И пусть этих дворян было пока что мизер, но это были дворяне переходного типа, ещё не капиталистического, но уже и не феодального. Дворяне, которым был нужен не только работник в поле, но и тот, кто купит произведённое на их мануфактуре полотно.
* * *Всю зиму в Нижнем Новгороде стучали топоры, летела на прибрежный снег пахучая стружка, капала янтарная смола и чёрный вар. Вырезались по лекалам корабельные члены, и все работы шли споро, с толком. Так что даже непосвящённому было видно, что делом на местном плотбище ведала умная голова. При этом на корабельное строение были призваны не только охочие люди, но и колодники, а также все сидельцы долговых ям, которые теперь своими руками отрабатывали собственные долги.

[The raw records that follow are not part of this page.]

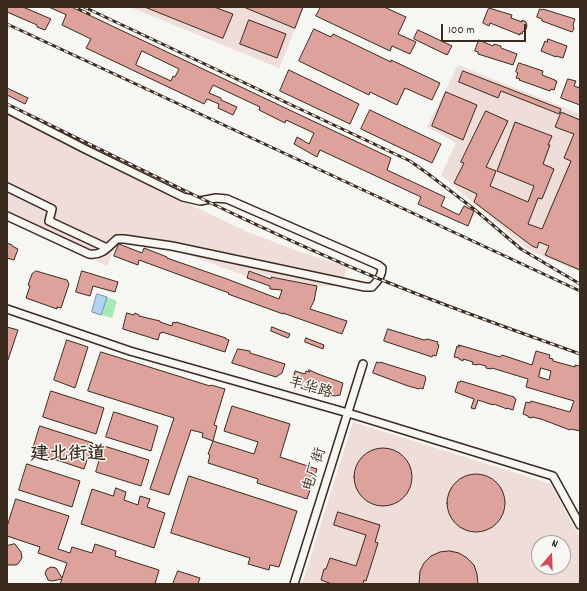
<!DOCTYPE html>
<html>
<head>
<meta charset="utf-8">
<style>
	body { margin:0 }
	#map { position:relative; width:587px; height:591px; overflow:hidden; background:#f6f6f2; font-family:Dekko,sans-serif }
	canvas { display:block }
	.frame { position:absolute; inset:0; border:8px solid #3b2a1e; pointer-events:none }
	.north { position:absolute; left:531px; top:535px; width:40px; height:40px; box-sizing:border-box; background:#f6f6f2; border:1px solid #aba49d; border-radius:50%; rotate:19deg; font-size:11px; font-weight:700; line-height:16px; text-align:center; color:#3b2a1e }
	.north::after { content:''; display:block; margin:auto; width:14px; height:18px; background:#d1495b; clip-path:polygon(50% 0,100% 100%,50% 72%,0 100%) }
	.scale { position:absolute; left:441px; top:24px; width:85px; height:18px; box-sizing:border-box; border:2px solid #3b2a1e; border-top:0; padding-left:5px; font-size:12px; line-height:14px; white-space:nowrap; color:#3b2a1e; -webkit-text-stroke:3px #f6f6f2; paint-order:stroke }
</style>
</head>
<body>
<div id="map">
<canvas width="587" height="591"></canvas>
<div class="frame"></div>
<div class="north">N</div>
<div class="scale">100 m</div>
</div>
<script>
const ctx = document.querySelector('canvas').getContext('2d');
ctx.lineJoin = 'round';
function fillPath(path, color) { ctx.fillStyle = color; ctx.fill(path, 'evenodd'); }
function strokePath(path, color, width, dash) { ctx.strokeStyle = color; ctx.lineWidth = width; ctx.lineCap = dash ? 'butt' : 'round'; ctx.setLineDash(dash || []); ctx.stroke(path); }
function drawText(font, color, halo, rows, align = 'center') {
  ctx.font = font + ' Dekko,"LXGW WenKai TC",sans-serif'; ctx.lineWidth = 3; ctx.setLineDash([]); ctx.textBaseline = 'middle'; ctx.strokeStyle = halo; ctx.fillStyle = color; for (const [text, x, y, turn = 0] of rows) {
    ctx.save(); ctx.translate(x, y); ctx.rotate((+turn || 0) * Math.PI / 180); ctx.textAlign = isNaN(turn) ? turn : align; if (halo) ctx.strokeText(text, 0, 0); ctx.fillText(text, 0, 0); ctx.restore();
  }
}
fillPath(new Path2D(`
	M130,7H304L279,68Z
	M458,65L580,114V272L529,250L441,175L456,143L427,127Z
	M7,111L85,155L248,232L303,253L347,266L342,286H318L270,276L249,270L246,276L183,253L119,241L116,244L107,266L7,220Z
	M353,422L551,484L580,538V584H302ZM539,543H563V567H539Z`), '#eeddd8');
fillPath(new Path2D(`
	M107,297L117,301L112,318L101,315Z`), '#a5eab6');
const water = new Path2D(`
	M97,294L107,297L101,315L92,312Z`);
fillPath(water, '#afd2f7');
strokePath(water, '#818fa0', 1);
const building = new Path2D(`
	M7,7H23L51,19L45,30L37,27V25L7,12Z
	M49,7H72L391,158L387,170L445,197L441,206L459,215L464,206L474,211L468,226L418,204L421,197L320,150L317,157L294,144L297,137L309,144L314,133L286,120L285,123L259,110L260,107L213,85L209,93L221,98V100L237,107L233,115L218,108L219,104L207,99L204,104L86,48L91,39L62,25L66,15ZM142,51L179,69L175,77L173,76L171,81L136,65Z
	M145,7H214L233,14L223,38Z
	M244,7H303L295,28Z
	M321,7H384L406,17L398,34L416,42L410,54L392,46L390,51L316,16Z
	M489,8L512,15L511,18L522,22V20L526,22L527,26L525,32L523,31L522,34L520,33V35L490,23L489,26L483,23Z
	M540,9L542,10L543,9L575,19L573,25L574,29L572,32L542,21V19L537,17Z
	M249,20L286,34L277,58L240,44Z
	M314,29L331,37L333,34L391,62V60L440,83L432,100L405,88L397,105L370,92L369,95L299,61Z
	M418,30L452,46L447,55L414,39Z
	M548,39L567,46L563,58L556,56V57L541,51L545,41L547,42Z
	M479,40L493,46L494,44L501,46V48L517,54L513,65L478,54V52L475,51Z
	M519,63L543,71L542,75L555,80V81H557L554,90L551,89L550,91L519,80L520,79L516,78L518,73L516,72Z
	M289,70L359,104L350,124L280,91Z
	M463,71L561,109L559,114L501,91L498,98L459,82Z
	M568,79L576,81L574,86L580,88V105L561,98Z
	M7,88L28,98L25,104L7,95Z
	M446,92L477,105L463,140L432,126Z
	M370,110L441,144L432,163L361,129Z
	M486,111L508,121L486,167L496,171L490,186L528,202L534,186L497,171L515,122L552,136L548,145H550L543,164L554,169L542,199L538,198L528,224L542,229L571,161L564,158L574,134L555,127L561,112L580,120V270L545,255L549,246L539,242L537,248L532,246L474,202L477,194L454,183L464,163L461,162Z
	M7,243L12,245V246L18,249L14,260L7,258Z
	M119,244L142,253L144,248L167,257V258L227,279L279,299L282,290L270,289V286L247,278L249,271L271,279V277L317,286L314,301L310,309L347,321L342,334L283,313V314L228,294L229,293L139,260L138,265L114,256Z
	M36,271L67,280L69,284L61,308L57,307V309L26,298L30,286L28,285L32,274Z
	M82,271L118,282L115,292L93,286L90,296L76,292Z
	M127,313L134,315L135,313L139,315V316L160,321V322L172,326L173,322L176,323V322L226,338V339L229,340L225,352L162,332V333H160L158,340L123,329Z
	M7,327L18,330L8,360H7Z
	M272,327L290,334L288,338L271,331Z
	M388,329L424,340L427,339L438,342L437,344L439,345L436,356L433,355L432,357L384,341Z
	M306,338L324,345L323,349L305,342Z
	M67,340L88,347L75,388L54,380Z
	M459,345L500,357L502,355L532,365L536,351L550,355L549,358L553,359V361L575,367V365L580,366V431L571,429L570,430L541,419L532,417V418L528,417V416L523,414L526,402L530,403L531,401L570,412L574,401L526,387L528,379L492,368L491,369L486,368V366L478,364L477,365L472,364L473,362L463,359V361L459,359V358L454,357L457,346L459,347ZM541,368L551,371L549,380L539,377Z
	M238,349L250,351V353L285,364L282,373L276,377L232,363Z
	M101,352L210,386L211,385L225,389L214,425L217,426L213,441L254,454L258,442L224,431L232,406L290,424L280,457L317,469L307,499L257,483L258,479L208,463L210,455L208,454L213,441L202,437L203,433L191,430L169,495L150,489L174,418L88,391Z
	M377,362L379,363L380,362L425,376V377L426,378L423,389L420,388L419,389L408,386L373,373Z
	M309,370L318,374L343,383L340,395L335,396L331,395L330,397L301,388L302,386L295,383L293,379L295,371L305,374L306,371L309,372Z
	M461,381L514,397V398L516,399L513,410L507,408V409L494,404L493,405L478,400L475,409L471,408L474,399L455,392L458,382H460Z
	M51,391L104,408L96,434L43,417Z
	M114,412L158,426L151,451L106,437Z
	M40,426L93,443L84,469L32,452Z
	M104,446L149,460L141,486L96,472Z
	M354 477a29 29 0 1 1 58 0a29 29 0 1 1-58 0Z
	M27,464L80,481L72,507L19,490Z
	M447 503a29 29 0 1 1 58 0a29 29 0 1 1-58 0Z
	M189,476L297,511L279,567L270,565L269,570L248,564L250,558L171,533Z
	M116,488L126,492L124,500L138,505L140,496L150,499L147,507L165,513L154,548L81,524L92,489L113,496Z
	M16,499L69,516L58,549L70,553L72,547L92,553L95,544L116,551L115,556L159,570L155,584H60L62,579L52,581L48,580L45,573L47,569L51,567L56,568L62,578L67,563L38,553L40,547L7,536V527Z
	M338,512L380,525L375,542L378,543L366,581L364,580L363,584H332L321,580L324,569H326L330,558L356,566L366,535L334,525Z
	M15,544L21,552L22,558L18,564L15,565H7V546Z
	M450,551L459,553L467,558L474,565L477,574L478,584H419L420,571L424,563L431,556L440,552Z
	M178,571L200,578L198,584H173Z`);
fillPath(building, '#dca29b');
strokePath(building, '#3b2a1e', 1);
const minor = new Path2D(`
	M7,109L85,149L183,197L200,201L216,198L227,199L378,265L382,268C382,275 377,282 372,287H365L172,246L124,239H117C108,247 102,256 89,254L7,216
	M7,187L52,209L49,221L107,248
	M7,309L130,351L348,413L553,476L580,525
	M294,584L363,364`);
strokePath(minor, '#3b2a1e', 10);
strokePath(minor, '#f6f6f2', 7);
const rail = new Path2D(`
	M74,7L89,14
	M84,7L410,161L427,173L474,209L521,249L580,284
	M7,24L580,291
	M7,104C126,161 244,222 365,273C436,303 508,328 580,354`);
strokePath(rail, '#3b2a1e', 3);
strokePath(rail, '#f6f6f2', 1.5, [4.5]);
drawText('15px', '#3b2a1e', '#f6f6f2', [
	["丰华路",310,389,16],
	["电厂街",316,470,-72]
]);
drawText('bold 19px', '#3b2a1e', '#f6f6f2', [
	["建北街道",68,456]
]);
</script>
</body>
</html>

Несмотря на мороз, работы шли весь светлый день, отчего многие работники умудрялись отмораживать на ветру лица. Так что приказному дьяку пришлось сделать нагоняй, начальникам всех мастей, чтобы они стали следить за тем, дабы работники перед работой мазали щеки гусиным жиром. Ибо на счету была каждая пара рук.
Как обычно, не обошлось корабельное строительство и без столкновений с нижегородскими купцами, решившими подсунуть государевым людям за хорошие деньги не совсем хорошие справу и припасы. Но тут им не выгорело: дьяк оказался неподкупен, а князь Андрей, который, как глава Корабельного приказа и разбирал чуть позже эти дела, и вовсе полностью воспользовался своим сословным и служебным положением для примерного наказания наиболее "отличившихся". Такие вот ушлые поставщики ему ещё в той жизни оскомину набили. Сцены же порки виднейших купчин нижегородский люд вспоминал потом ещё годы спустя, радуясь, что хоть кто-то указал мироедам их место.

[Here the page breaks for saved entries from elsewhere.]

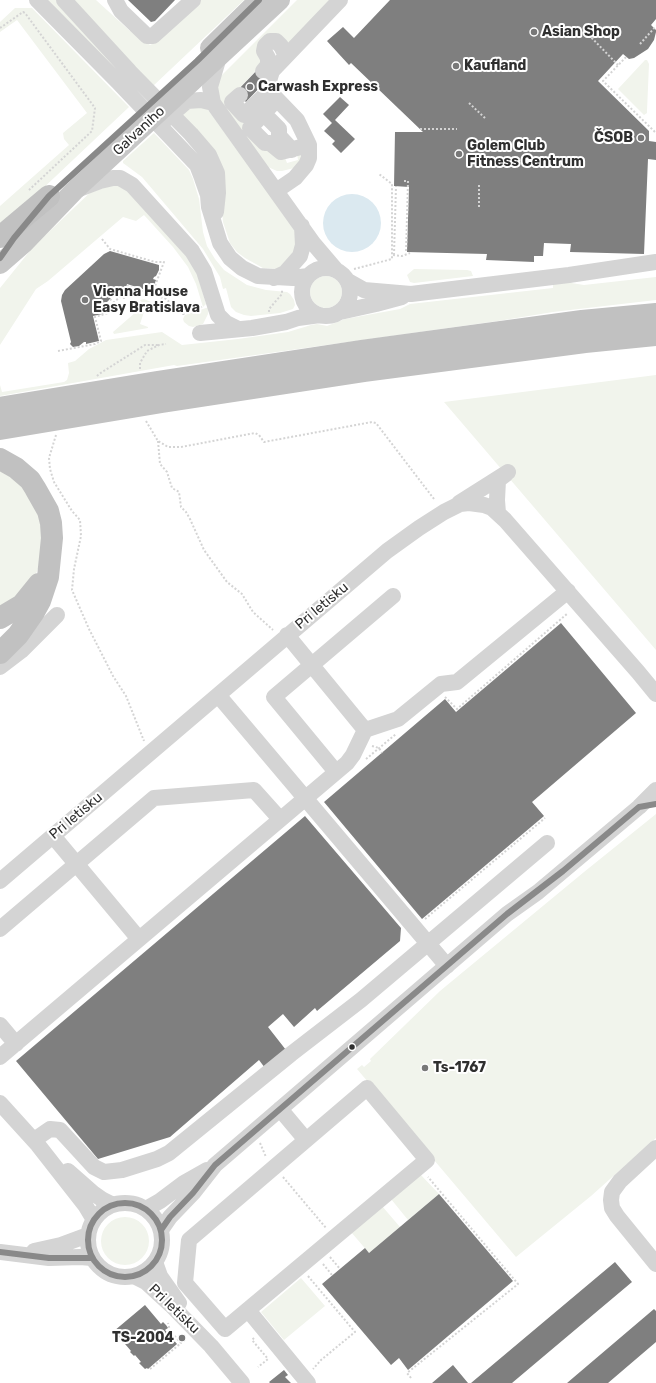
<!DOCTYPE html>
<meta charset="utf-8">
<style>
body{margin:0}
canvas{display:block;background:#fff}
</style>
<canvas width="656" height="1383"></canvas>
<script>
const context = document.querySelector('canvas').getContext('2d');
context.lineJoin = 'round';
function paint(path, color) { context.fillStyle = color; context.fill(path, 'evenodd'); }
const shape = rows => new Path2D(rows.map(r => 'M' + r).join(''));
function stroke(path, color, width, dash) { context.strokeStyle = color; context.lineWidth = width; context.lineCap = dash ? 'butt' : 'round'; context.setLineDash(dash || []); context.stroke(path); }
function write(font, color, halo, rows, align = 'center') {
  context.font = font + ' Rubik,sans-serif'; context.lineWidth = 4; context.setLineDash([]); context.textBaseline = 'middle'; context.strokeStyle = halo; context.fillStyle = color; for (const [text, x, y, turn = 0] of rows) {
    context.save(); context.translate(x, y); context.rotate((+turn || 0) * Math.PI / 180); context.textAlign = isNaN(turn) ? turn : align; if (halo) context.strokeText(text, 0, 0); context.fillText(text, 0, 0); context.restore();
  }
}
paint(shape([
 [48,0,58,0,121,71,118,74],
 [68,0,96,0,130,31,133,30,150,45,152,44,201,0,244,0,152,87],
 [297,0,335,0,288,50,281,40,265,58,259,67,235,93,249,122,284,155,287,163,298,160,297,153,302,155,299,162,294,168,282,171,277,171,268,167,219,100,216,93,221,76],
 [15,8,32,8,129,107,0,229,0,206,69,145,64,139,63,133,87,113,17,20,0,32,0,22],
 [645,60,647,60,649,64,647,111,647,113,644,115,618,89],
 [204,107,209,111,296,231,298,238,290,263,277,269,263,268,245,258,237,252,230,243,223,222,222,211,224,197,177,113,184,109],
 [154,133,189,170,193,179,199,199,203,232,207,246,215,259,224,270,247,285,266,290,287,292,290,294,294,300,295,305,293,309,280,313,251,316,244,315,236,312,231,307,226,288,223,289,220,277,203,249,142,177,123,163,123,161],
 [123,184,193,259,206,304,203,307,196,284,188,267,173,247,144,215,136,221,123,217,48,281,36,289,0,345,0,288,33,247,98,185],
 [414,269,467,270,471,271,473,276,414,283,410,282,407,275],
 '310 292a16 16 0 1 1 32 0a16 16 0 1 1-32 0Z',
 [656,277,656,300,553,312,498,321,177,366,174,365,0,396,0,385,2,392,64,382,67,380,69,373,68,363,75,361,89,349,106,340,162,332,182,345,238,339,288,332,311,325,317,324,327,326,345,319,400,309,410,304,553,288,553,284,565,282,584,285],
 [144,299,151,302,150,304,147,303,140,324,148,327,148,328,114,334,113,332,144,305,140,300],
 [209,307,208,314,203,324,193,327,189,326,184,322,183,319,185,315],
 [656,375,656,650,444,402],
 [0,470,16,481,27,492,36,506,41,522,43,557,35,576,23,593,0,609],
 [656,814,656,1138,591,1196,516,1257,357,1069,362,1065,364,1067,371,1061,370,1059,440,991,584,872],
 [420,1174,439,1194,408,1220,391,1199],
 [382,1206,400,1227,369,1253,351,1232],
 '101 1241a24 24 0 1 1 48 0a24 24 0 1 1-48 0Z',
 [301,1278,325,1306,284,1340,261,1312]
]), '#f1f4ec');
paint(shape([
 '323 223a29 29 0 1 1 58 0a29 29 0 1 1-58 0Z'
]), '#dbe9f0');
paint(shape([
 [128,0,175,0,155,21,151,22],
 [390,0,656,0,656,19,651,25,656,30,656,32,654,40,648,49,634,58,629,59,623,54,598,81,649,131,649,141,656,142,656,160,648,159,644,254,570,252,571,244,544,243,543,256,534,256,534,262,486,260,487,254,407,252,409,187,394,186,395,132,423,132,351,63,349,65,327,41,343,27,354,38],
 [259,68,266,74,261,80,264,83,246,102,236,92],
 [340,97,349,105,335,120,355,139,341,153,332,144,335,141,324,131,332,123,323,114],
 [110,251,159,265,159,270,156,276,154,277,153,279,156,280,152,292,127,284,123,298,114,295,105,304,107,313,93,316,99,341,86,344,86,342,84,342,79,346,73,347,70,344,71,342,61,301,62,295,65,290,104,254],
 [561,623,636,713,532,802,544,816,422,919,324,802,445,699,456,712],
 [305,816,401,928,400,941,317,1011,315,1008,294,1027,283,1014,268,1027,286,1050,265,1068,259,1060,170,1137,98,1159,16,1061],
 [439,1194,513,1281,408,1370,399,1358,391,1365,322,1284,365,1248,369,1253],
 [615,1262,632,1282,544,1356,512,1383,471,1383],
 [145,1305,161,1324,163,1322,166,1325,168,1328,165,1330,177,1344,148,1369,147,1368,145,1369,139,1363,141,1362,135,1355,134,1356,130,1352,131,1351,114,1331],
 [654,1309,656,1311,656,1342,608,1383,567,1383],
 [453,1365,468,1383,432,1383],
 [284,1370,288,1375,285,1377,291,1383,270,1383,269,1382]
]), '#7f7f7f');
stroke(shape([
 [0,28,23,12,25,13,95,108,92,131,29,190],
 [586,32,618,65],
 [640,44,656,26],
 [626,57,603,81,656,133],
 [469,103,486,119],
 [420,129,457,129],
 [404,181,408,181,406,253],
 [479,207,479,183],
 [102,239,110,249,155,262,164,262,152,294],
 [393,255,402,256,410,253],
 [394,255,396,186],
 [354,269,392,259,392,184,379,174],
 [110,299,113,302],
 [269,312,269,309,282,294,282,290],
 [58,351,95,344,101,341,95,317,108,313,107,308,120,297,124,298,128,286,166,299,183,314,202,307],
 [140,369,140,363,147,351,159,345,166,344],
 [97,376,99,374,145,345,159,345],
 [146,421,158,441,168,447,181,447,255,433,259,435,264,442,372,422,376,423,434,499],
 [56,435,49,458,50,469,54,482,72,511,80,520,81,536,74,569,72,590,89,629,113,676,126,696,144,741],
 [158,441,160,464,167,472,172,488,179,492,181,507,186,512,190,519,204,550,227,582,242,594,253,612,273,630],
 [445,697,457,709,568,613],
 [372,746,379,748,382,753],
 [366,759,396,734],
 [425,919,545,818],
 [260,1143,266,1157],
 [283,1177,326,1228],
 [330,1257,340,1269],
 [323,1264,332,1275],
 [308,1276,355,1332,321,1360,313,1369],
 [254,1338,252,1340,268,1359,258,1367],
 [150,1369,181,1343,170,1331,168,1323],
 [411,1378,407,1373,518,1284,428,1177]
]), '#d4d4d4', 2, [2, 2]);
stroke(shape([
 [37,0,118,82,197,165,202,178,208,195,209,207,220,243,230,258,242,268,258,276,293,278,308,276],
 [64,0,130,72,191,134,209,155,217,173,218,193,216,212],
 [115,0,121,11,147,36,153,36,193,0],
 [219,57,210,87,213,103,313,243,336,270],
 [263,71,268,65,268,58,264,51,265,46,270,41,276,41,281,46,286,56],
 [240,95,232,102,244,115,265,95,271,93],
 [276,100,250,128,265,143,270,143,281,152,309,145],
 [263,113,279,129,279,136,292,150],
 [164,121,187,101,201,100,213,103],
 [79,189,100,181,113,178,120,178,132,185,192,251,204,271,218,315,226,323,238,329],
 [276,191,295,178,306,165,309,158,309,145,297,120,271,93,269,81,272,71,340,0],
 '302 292a24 24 0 1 1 48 0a24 24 0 1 1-48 0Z',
 [274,278,285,273,300,256,303,245,302,226],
 [348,281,364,290,411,294,569,275,656,262],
 [340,312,376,304,402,297],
 [200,333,252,328,286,322,298,318,320,315],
 [459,503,508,472],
 [498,513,497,500,498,480,506,474],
 [287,635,365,730],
 [0,667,21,651,57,615],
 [218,695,447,966],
 [336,772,274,697,393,596],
 [53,836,139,939],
 [0,881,387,551,419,528,444,512,460,504,469,503,484,505,492,508,505,520,638,672,656,694],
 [0,929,154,798,254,790,280,819],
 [0,1025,16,1044],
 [0,1057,347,763,353,755,365,730,398,719,441,684,457,682,568,591],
 [367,1088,427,1160,225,1329,185,1283,189,1240,367,1088],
 [0,1103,38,1145,85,1205,94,1220],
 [280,1109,306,1140],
 [34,1140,50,1129,60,1130,94,1167,104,1172,122,1170,157,1159,169,1153,291,1054,361,1000,547,843],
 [656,1148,620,1181,612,1192,611,1200,612,1208,617,1216,656,1264],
 [68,1171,93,1193,103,1200,113,1205],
 '88 1240a37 37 0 1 1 74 0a37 37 0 1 1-74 0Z',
 [146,1209,160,1201,184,1183,207,1170],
 [161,1230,170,1217,193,1193,215,1165,507,914,538,892,639,807,656,790],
 [34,1251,61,1245,88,1235],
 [0,1252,49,1258,80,1257,92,1258],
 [155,1262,160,1276,179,1303],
 [134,1276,146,1282,171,1305,211,1346,242,1383],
 [248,1310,308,1383]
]), '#d4d4d4', 16);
stroke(shape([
 [210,48,259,0],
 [0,264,23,244,74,191,280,0]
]), '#c7c7c7', 20);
stroke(shape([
 [0,237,49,196],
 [0,408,157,382,362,351,582,321,656,314],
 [0,429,162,402,365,371,585,342,656,335],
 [0,459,16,468,30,480,35,488,48,511,51,523,52,538,48,577,40,601,34,612,18,635,0,653],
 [0,618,22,605,39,584]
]), '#c1c1c1', 22);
stroke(shape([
 [0,258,14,238,49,196,197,61,259,0],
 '88 1240a37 37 0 1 1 74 0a37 37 0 1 1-74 0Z',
 [161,1230,170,1217,193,1193,215,1165,507,914,563,871,639,807,656,804],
 [0,1252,49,1258,92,1258]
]), '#898989', 6);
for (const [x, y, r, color] of [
 [534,32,4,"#787878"],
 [456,66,4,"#787878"],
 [250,87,4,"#787878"],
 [641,138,4,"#787878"],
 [459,154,4,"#787878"],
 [85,300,4,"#787878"],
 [352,1047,3.5,"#2f2f2f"],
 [425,1068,4,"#787878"],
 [182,1338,4,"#787878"]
]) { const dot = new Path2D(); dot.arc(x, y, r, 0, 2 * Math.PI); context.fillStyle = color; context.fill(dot); stroke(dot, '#fff', 1.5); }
write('bold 14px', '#2f2f2f', '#fff', [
 ["Asian Shop",542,32],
 ["Kaufland",464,66],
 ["Carwash Express",258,87],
 ["ČSOB",633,138,"right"],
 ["Golem Club",467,146],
 ["Fitness Centrum",467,162],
 ["Vienna House",93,292],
 ["Easy Bratislava",93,308],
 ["Ts-1767",433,1068],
 ["TS-2004",174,1338,"right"]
], 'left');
write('14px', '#2f2f2f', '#fff', [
 ["Galvaniho",139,131,-43],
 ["Pri letisku",322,606,-40],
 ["Pri letisku",76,816,-40],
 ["Pri letisku",174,1309,44]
]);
</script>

Всё это в совокупности привело к тому, что большой корабль строился небывалыми для этих мест темпами. И глядя на его непривычные обводы, среди местных знатоков и умельцев ближе к весне даже пошли споры: не великоват ли он для Волги, пройдёт ли на мелях; не высоки ли у него мачты; не узка ли палуба и крепка ли обшивка? Споры были жаркие, со ставками, а порой и с мордобоем, но в одном все стороны были согласны точно – жизнь покажет, кто больше прав.